The response of the workers affected was rapid. On the day of the bankruptcy declaration many employees of the plant moved to occupy the premises, bypassing two security guards who elected to do nothing. They were bolstered by people from other nearby Canadian Auto Workers locals. Contingents were split up between people inside the plant and those outside who succeeded in blocking trucks coming to pick up recent production (yes, the owners, the Arends family of Ottawa, continue to make money despite their putative bankruptcy). The union plans to have at least 100 people present at the site at all times, split between the inside and outside contingents. Those outside moved in a trailer and built fires in barrels to keep warm (see above photo). It ain't as bad as out here in the west, but it's still bloody cold. The Kitchener police parked a van across the street, along with two cruisers and began to take video of the strikers.
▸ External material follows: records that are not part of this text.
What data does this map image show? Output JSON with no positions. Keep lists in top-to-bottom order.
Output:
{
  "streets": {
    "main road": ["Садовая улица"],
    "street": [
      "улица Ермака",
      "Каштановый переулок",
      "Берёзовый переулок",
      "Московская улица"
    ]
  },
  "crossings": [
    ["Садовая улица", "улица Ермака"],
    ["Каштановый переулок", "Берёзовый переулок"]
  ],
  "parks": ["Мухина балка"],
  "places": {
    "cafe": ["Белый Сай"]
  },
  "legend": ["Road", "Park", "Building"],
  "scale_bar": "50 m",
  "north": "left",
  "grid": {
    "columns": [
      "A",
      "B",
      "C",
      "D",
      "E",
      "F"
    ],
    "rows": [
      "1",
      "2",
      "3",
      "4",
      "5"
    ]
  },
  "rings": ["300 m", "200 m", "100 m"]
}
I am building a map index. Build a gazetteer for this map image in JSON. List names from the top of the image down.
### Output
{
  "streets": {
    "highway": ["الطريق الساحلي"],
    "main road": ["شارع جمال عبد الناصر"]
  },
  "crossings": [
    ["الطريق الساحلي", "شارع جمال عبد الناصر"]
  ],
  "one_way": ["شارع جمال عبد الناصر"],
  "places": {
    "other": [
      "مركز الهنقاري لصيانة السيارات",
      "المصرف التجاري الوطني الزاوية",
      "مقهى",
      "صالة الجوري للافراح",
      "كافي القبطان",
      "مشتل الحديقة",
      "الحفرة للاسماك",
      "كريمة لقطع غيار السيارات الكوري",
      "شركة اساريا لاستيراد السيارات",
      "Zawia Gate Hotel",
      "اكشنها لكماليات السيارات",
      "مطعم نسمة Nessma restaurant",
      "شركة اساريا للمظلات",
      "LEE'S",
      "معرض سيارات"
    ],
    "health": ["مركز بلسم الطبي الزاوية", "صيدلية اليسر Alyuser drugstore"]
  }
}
The workers have vowed to stay as long as it takes to get the severance pay that they are entitled to by law. As one worker said, "We own the building now. It's the only thing we can do to leverage for severance pay and other benefits". On Friday the union allowed representatives from Deloitte & Touche into the plant to conduct an inventory of remaining assets. Deloitte & Touche are the accounting firm appointed as bankruptcy trustees. Ledco had claimed total liabilities of $14.5 million and total assets of $ 7 million. No effort is being made to investigate possible transfer of liquid assets prior to the declaration of bankruptcy. Rather typical of many bankruptcy events actually. Deloitte & Touche have so far refused to issue any comment to the media. The CAW has also begun talks with customers of Ledco who are awaiting orders yet to be shipped.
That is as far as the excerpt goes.